▶ _WHAT IS REQUIRED_: Each line of the material below should be retyped precisely as it appears.
**** DATA BLOCK ****
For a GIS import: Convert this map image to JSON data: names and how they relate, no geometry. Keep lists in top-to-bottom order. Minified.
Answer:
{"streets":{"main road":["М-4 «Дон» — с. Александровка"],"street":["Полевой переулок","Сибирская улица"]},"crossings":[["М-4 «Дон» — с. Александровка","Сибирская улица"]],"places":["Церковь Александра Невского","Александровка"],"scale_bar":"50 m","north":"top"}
****
▶ _EXERCISE ANSWER_:
For a GIS import: Convert this map image to JSON data: names and how they relate, no geometry. Keep lists in top-to-bottom order. Minified.
Answer:
{"streets":{"main road":["М-4 «Дон» — с. Александровка"],"street":["Полевой переулок","Сибирская улица"]},"crossings":[["М-4 «Дон» — с. Александровка","Сибирская улица"]],"places":["Церковь Александра Невского","Александровка"],"scale_bar":"50 m","north":"top"}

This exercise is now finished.